Four years ago, in a far away land, I just stuck to sports. Mind boggling, isn’t it? Four years later, I firmly accept and promote that my identity and personal aspirations do not allow me to “just stick to sports.” We’ll come back to this.
Around two week ago, I said goodbye to the Sting at WRUR, the physical birthplace of “Everybody Talks,” a weekly radio program and the inspiration for this column.
It’s hard to remember what consumed my mind sports-wise before “Everybody Talks.” Oh right — I kept up to date with most MLB news, rooted for the New York Giants, loathed the imbalance of the NBA, and maybe admired the Williams sisters over the summers.
So what inspired “Everybody Talks”? Well, I grew up listening to sports talk radio and always felt something was missing. It wasn’t an anomaly for the hosts to start talking about food instead of the task at hand. And as a woman, my knowledge was always a shock rather than a given.
I’ve always been fascinated with combinations, and I wanted to speak about sports with an angle that was more meaningful and more forward thinking. As an international relations major and a resident feminist, social injustice is a common narrative woven into much of my literature.
I never imagined this movement would blossom before my eyes. When I began the show, I would always lead with the tagline, “a sports radio talk show with a feminist twist.” But, when I got to junior year, a new routine was established. “So much happened this week,” I’d say. The idea of the twist dissipated. My discourse was centered around the issues for minorities in sports. If anything, the deviation during my program was if I spoke about what made it to the front page of ESPN on that given day.
There was so much to talk about in this world concerning society and sports. There is an abundance of stories waiting to be told that are below the surface. But there are also multiple ways to approach telling and analyzing these happenings.
An example of this came from last weekend’s New York Times Sunday Review. Howard Bryant’s “How Did Our Sports Get So Divisive” sheds light on why the resistance to kneeling for the anthem became so contentious. Did you know that standing for the anthem is actually a recent American tradition, circa 2001? We aren’t talking about the amount of money that is transferred between the armed services and our professional sports.

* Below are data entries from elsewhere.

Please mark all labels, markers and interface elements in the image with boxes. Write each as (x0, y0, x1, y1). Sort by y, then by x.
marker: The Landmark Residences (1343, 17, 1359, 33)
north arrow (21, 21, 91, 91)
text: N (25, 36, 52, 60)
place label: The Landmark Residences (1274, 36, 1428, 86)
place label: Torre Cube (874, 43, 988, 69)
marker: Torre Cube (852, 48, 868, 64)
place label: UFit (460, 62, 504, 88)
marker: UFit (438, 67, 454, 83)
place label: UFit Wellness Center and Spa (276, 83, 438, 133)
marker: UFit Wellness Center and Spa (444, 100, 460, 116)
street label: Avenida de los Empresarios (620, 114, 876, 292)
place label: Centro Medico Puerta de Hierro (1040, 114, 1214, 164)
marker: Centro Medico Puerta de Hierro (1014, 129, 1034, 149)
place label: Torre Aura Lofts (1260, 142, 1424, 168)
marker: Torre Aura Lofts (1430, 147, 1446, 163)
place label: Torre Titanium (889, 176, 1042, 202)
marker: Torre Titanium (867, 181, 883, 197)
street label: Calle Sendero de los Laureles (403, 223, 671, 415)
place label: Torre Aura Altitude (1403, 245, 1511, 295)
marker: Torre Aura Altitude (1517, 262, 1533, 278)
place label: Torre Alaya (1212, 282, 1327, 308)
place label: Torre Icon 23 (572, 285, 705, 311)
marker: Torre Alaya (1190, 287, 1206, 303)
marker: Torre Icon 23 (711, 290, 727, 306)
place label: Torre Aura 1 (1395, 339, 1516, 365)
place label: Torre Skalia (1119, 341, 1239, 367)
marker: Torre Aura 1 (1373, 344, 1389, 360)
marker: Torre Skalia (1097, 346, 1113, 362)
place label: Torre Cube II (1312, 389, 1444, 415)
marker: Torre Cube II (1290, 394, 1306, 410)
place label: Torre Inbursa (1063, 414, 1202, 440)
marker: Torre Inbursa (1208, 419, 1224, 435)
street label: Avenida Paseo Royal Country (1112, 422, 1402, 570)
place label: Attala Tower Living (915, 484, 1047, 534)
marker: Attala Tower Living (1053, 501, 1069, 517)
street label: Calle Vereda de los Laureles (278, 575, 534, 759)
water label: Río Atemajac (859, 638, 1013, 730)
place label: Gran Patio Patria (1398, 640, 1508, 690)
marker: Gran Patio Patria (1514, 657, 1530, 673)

Stick to sports, right?
These discussions reflect where we are as a culture and can be more than just about the game that is played. In my years at the University, we experienced the kidnapping of two football players. This year, I’ve made sure that we haven’t forgotten about this story. While ESPN may have sensationalized it, there’s a lot we can take away from the events at 22 Harvest Street. The situation revealed an example of an unhealthy team culture at UR, doused with unprofessionalism and dishonesty.
But I expect changes to come from an entirely new coaching staff. And speaking of the UR Athletics staff, Jane Posse, the associate director of recreation, reminded me of the days when men’s and women’s athletics practiced in different buildings. Yep, you guessed it, Spurrier Gym housed women’s practices in the mid ‘70s.
Now with a department housed in the Goergen Athletic Center, both male and female coaches see the relevance of my mission. Women’s Basketball coach Jim Schieble and Lacrosse coach Sue Behme believe the conversation must go on to ensure progress.
“With the opportunities women have rightfully been given through sport, society has come to realize that women can achieve amazing things without [compromising] their perceived feminism. In short, women can be considered very talented and competitive athletes while also being feminists,” Schieble wrote in an email. ”Without continued discussion, society may begin to fall back to a previous thought process that sometimes considered that dualism not possible.”
Behme added: “Girls and women need visible and active women as role models and mentors. Without discussion and visibility at all levels, we will not continue forward progress.”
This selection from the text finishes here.